Le regole comunitarie inserite nel Patto di bilancio europeo (“fiscal compact”) prevedono il  pareggio di bilancio, il divieto di superamento della soglia di deficit strutturale superiore allo 0,5% e, in particolare, l’obbligo per i Paesi ad alto debito di ridurre l’indebitamento di un ventesimo all’anno. Se lo Stato disattende le raccomandazioni e continua a non ottemperare alla richiesta di rientrare nei parametri il Consiglio europeo, su proposta della Commissione, può decidere sanzioni economiche fino allo 0,2% del Pil per disavanzo eccessivo, fino allo 0,1% per gli squilibri macroeconomici. Per l’Italia nessuna alternativa: ridurre il deficit di bilancio dal 2,3 al 2,1% ed evitare il peggioramento della situazione finanziaria.  

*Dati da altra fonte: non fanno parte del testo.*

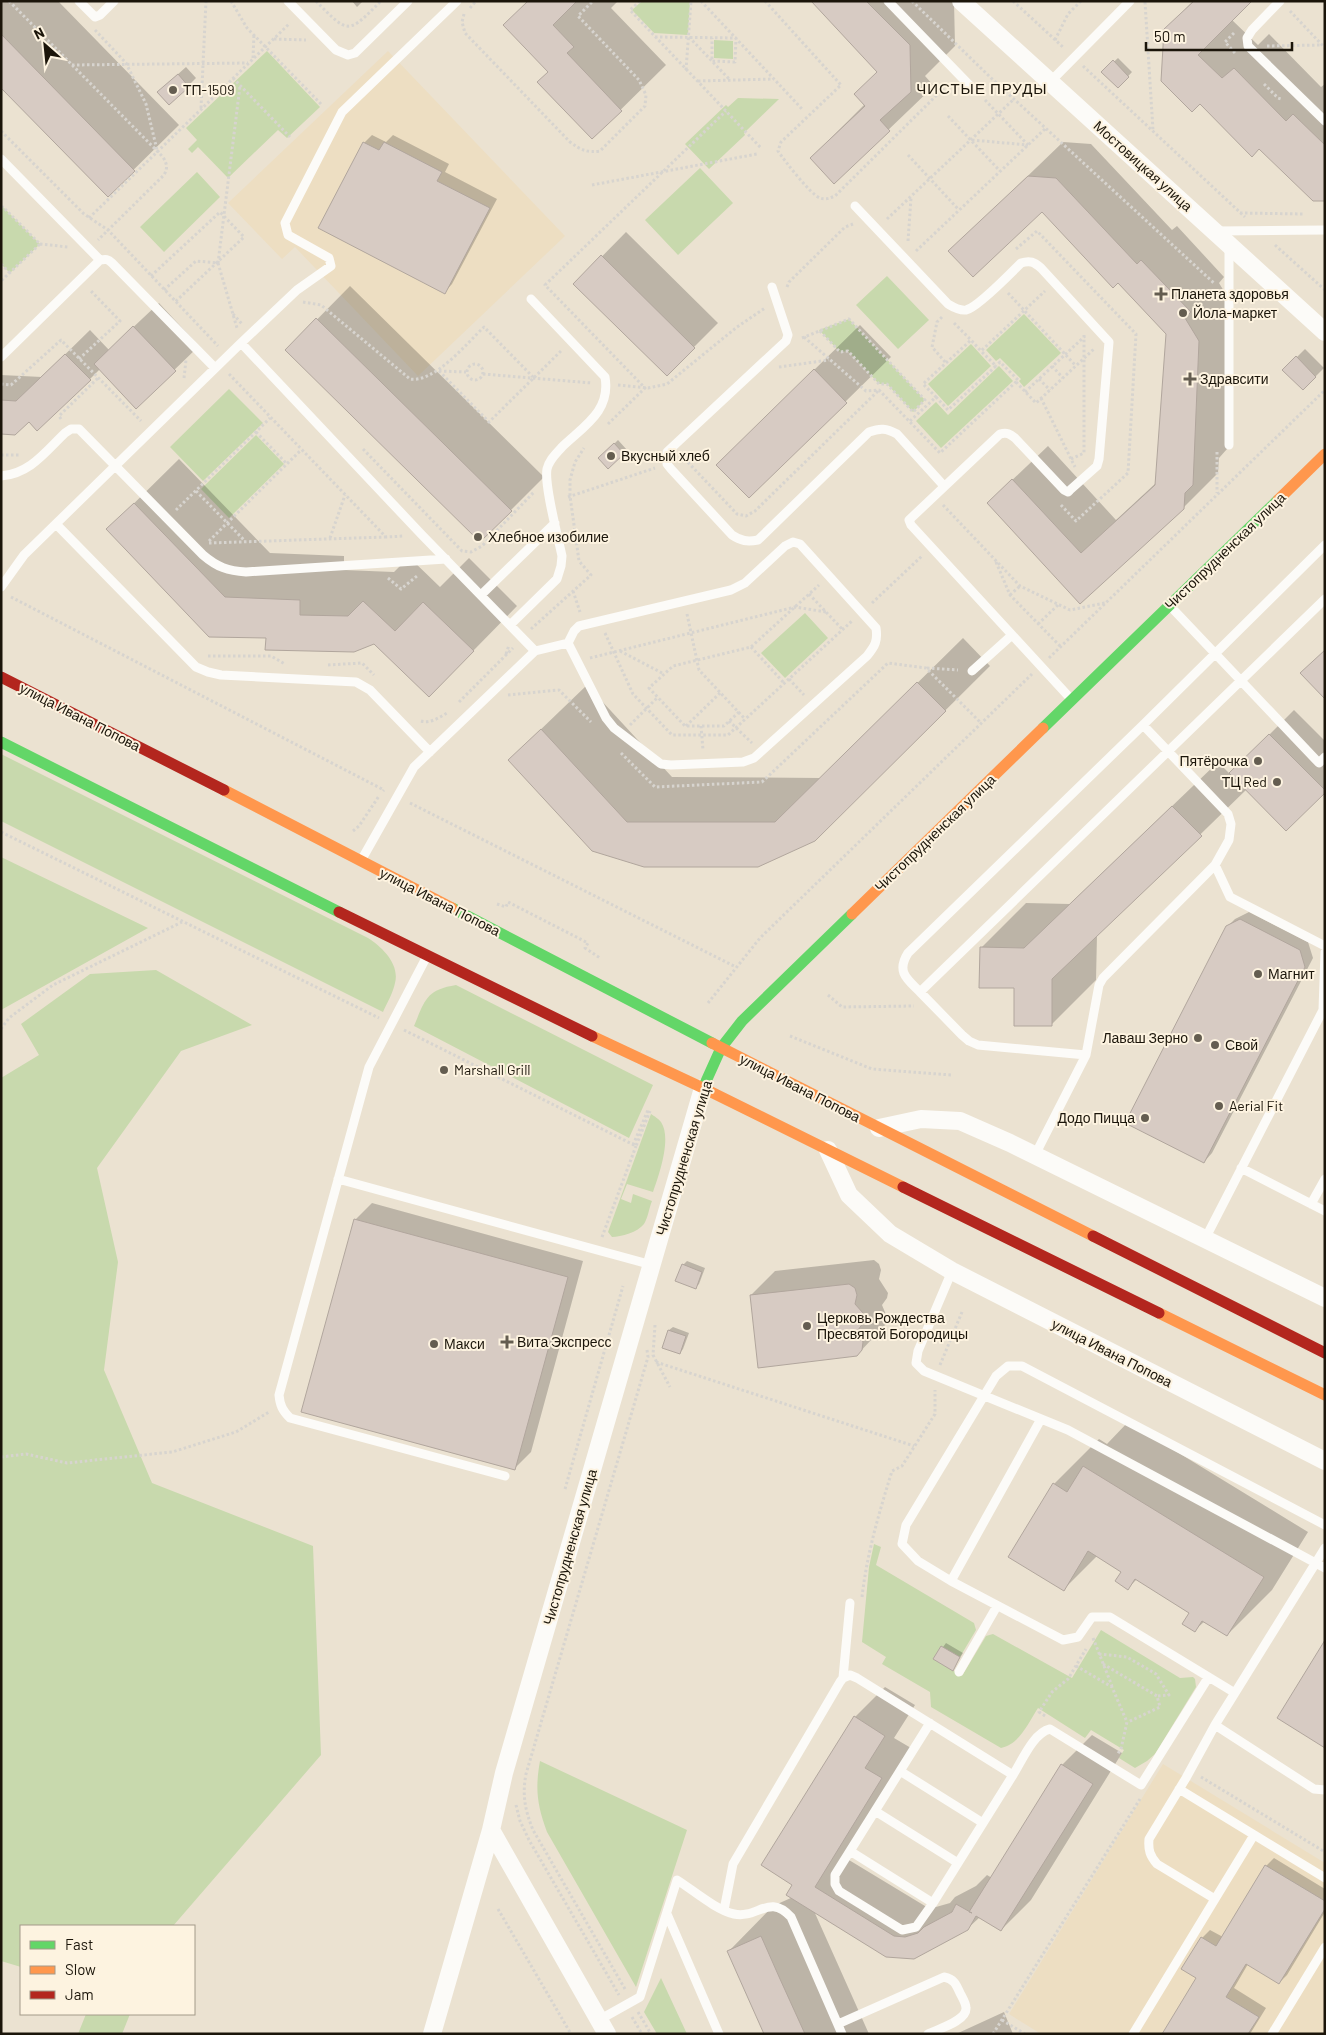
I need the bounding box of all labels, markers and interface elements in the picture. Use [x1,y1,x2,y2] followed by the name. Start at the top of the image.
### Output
[20,20,70,70] north arrow
[1146,20,1292,52] scale bar
[31,23,47,43] text: N
[1154,27,1186,45] text: 50 m
[916,79,1048,97] district label: ЧИСТЫЕ ПРУДЫ
[183,81,234,98] place label: ТП-1509
[167,84,179,96] marker: ТП-1509
[1090,117,1196,215] street label: Мостовицкая улица
[1171,285,1289,302] place label: Планета здоровья
[1155,288,1167,300] marker: Планета здоровья
[1193,304,1278,321] place label: Йола-маркет
[1177,307,1189,319] marker: Йола-маркет
[1200,370,1269,387] place label: Здравсити
[1184,373,1196,385] marker: Здравсити
[621,447,710,464] place label: Вкусный хлеб
[605,450,617,462] marker: Вкусный хлеб
[1161,488,1289,613] street label: Чистопрудненская улица
[488,528,609,545] place label: Хлебное изобилие
[472,531,484,543] marker: Хлебное изобилие
[17,679,144,754] street label: улица Ивана Попова
[1179,752,1248,769] place label: Пятёрочка
[1252,755,1264,767] marker: Пятёрочка
[871,770,999,895] street label: Чистопрудненская улица
[1222,773,1267,790] place label: ТЦ Red
[1271,776,1283,788] marker: ТЦ Red
[377,864,504,939] street label: улица Ивана Попова
[1268,965,1315,982] place label: Магнит
[1252,968,1264,980] marker: Магнит
[1102,1029,1188,1046] place label: Лаваш Зерно
[1192,1032,1204,1044] marker: Лаваш Зерно
[1225,1036,1258,1053] place label: Свой
[1209,1039,1221,1051] marker: Свой
[737,1050,864,1125] street label: улица Ивана Попова
[454,1061,531,1078] place label: Marshall Grill
[438,1064,450,1076] marker: Marshall Grill
[652,1078,715,1238] street label: Чистопрудненская улица
[1229,1097,1283,1114] place label: Aerial Fit
[1213,1100,1225,1112] marker: Aerial Fit
[1057,1109,1135,1126] place label: Додо Пицца
[1139,1112,1151,1124] marker: Додо Пицца
[817,1309,968,1342] place label: Церковь Рождества Пресвятой Богородицы
[1049,1315,1176,1390] street label: улица Ивана Попова
[801,1320,813,1332] marker: Церковь Рождества Пресвятой Богородицы
[517,1333,612,1350] place label: Вита Экспресс
[444,1335,485,1352] place label: Макси
[501,1336,513,1348] marker: Вита Экспресс
[428,1338,440,1350] marker: Макси
[539,1467,600,1627] street label: Чистопрудненская улица
[20,1925,195,2015] legend
[65,1935,93,1953] text: Fast
[65,1960,96,1978] text: Slow
[65,1985,94,2003] text: Jam

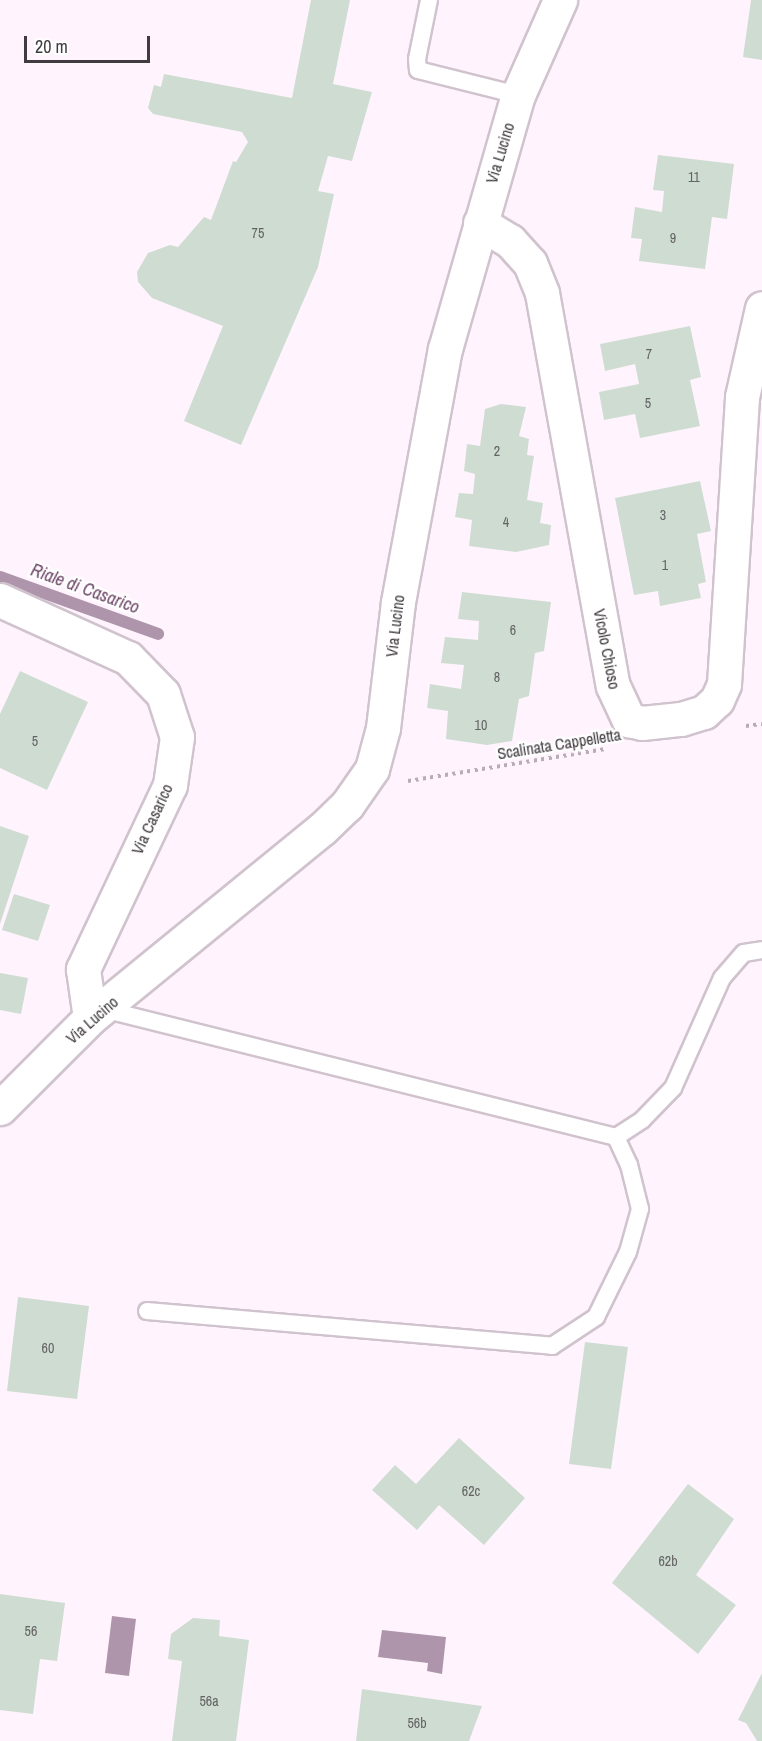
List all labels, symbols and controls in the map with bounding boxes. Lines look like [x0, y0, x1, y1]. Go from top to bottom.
scale bar [27, 24, 153, 62]
text: 20 m [35, 34, 68, 59]
street label: Via Lucino [482, 120, 518, 186]
house number: 11 [688, 169, 700, 185]
house number: 75 [252, 225, 264, 241]
house number: 9 [670, 230, 676, 246]
house number: 7 [646, 346, 652, 362]
house number: 5 [645, 395, 651, 411]
house number: 2 [494, 443, 500, 459]
house number: 3 [660, 507, 666, 523]
house number: 4 [503, 514, 509, 530]
house number: 1 [662, 557, 668, 573]
water label: Riale di Casarico [28, 559, 142, 619]
street label: Via Lucino [382, 594, 408, 658]
street label: Vicolo Chioso [590, 607, 624, 691]
house number: 6 [510, 622, 516, 638]
house number: 8 [494, 669, 500, 685]
house number: 10 [475, 717, 487, 733]
street label: Scalinata Cappelletta [496, 725, 622, 763]
house number: 5 [32, 733, 38, 749]
street label: Via Casarico [127, 781, 177, 857]
street label: Via Lucino [62, 992, 122, 1048]
house number: 60 [42, 1340, 54, 1356]
house number: 62c [462, 1483, 480, 1499]
house number: 62b [658, 1553, 678, 1569]
house number: 56 [25, 1623, 37, 1639]
house number: 56a [199, 1693, 219, 1709]
house number: 56b [407, 1715, 427, 1731]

Dal Ministero dell’Economia Pier Carlo Padoan ha proposto a Bruxelles la correzione di bilancio con il Documento di economia e finanza da presentare in aprile. Sperando che non sia un altro capitolo del libro dei sogni, la manovra farà leva su nuove misure di contrasto all’evasione fiscale, sui tagli alla spesa e interventi sulla imposizione indiretta. Tra le ipotesi sul tappeto l’estensione dello spilt payment Iva con versamento dell’imposta all’erario sulle forniture alle pubbliche amministrazioni direttamente dall’Ente fruitore del bene o servizio. “E’ interesse nazionale ridurre il debito”, ha rilevato Padoan, nella prospettiva dell’ azzeramento della politica monetaria della Bce con il “Quantitative  easing” (Qe) e il conseguente rialzo degli interessi con effetto domino sui conti pubblici. E quello dei tassi è un terreno ad alto rischio per l’Italia che nel 2017 ha in calendario aste di titoli per circa 450 miliardi di euro e che paga oggi 70 miliardi di interessi l’anno per finanziare il suo cronico debito pubblico!
Evidente dunque l’impegno di rispettare parametri e regole comunitarie da parte dell’Italia, un Paese fondatore che continua a considerarsi in credito e non in debito rispetto a Bruxelles dove regna sovrana la miopia politica in presenza di Brexit e di un diffuso euroscetticismo. E’ ora di rilanciare una “robusta politica industriale europea” mettendo al centro dell’agenda Ue investimenti, crescita e occupazione in un’ idea di Europa che sia più attenta all’economia reale e meno alla guerra dei decimali  “per dare certezza alle imprese e garantire prosperità ai cittadini”, come ha auspicato il Presidente di Confindustria Boccia nel recente incontro con il Presidente dell’Europarlamento Tajani. Per l’Ue una nuova dimensione economica all’altezza del mercato che rappresenta, il più ricco del mondo, finalizzata a restituire credibilità alle istituzioni e promuovere una immagine di Europa competitiva e vicina ai cittadini. E’ in gioco il futuro dell’Unione europea.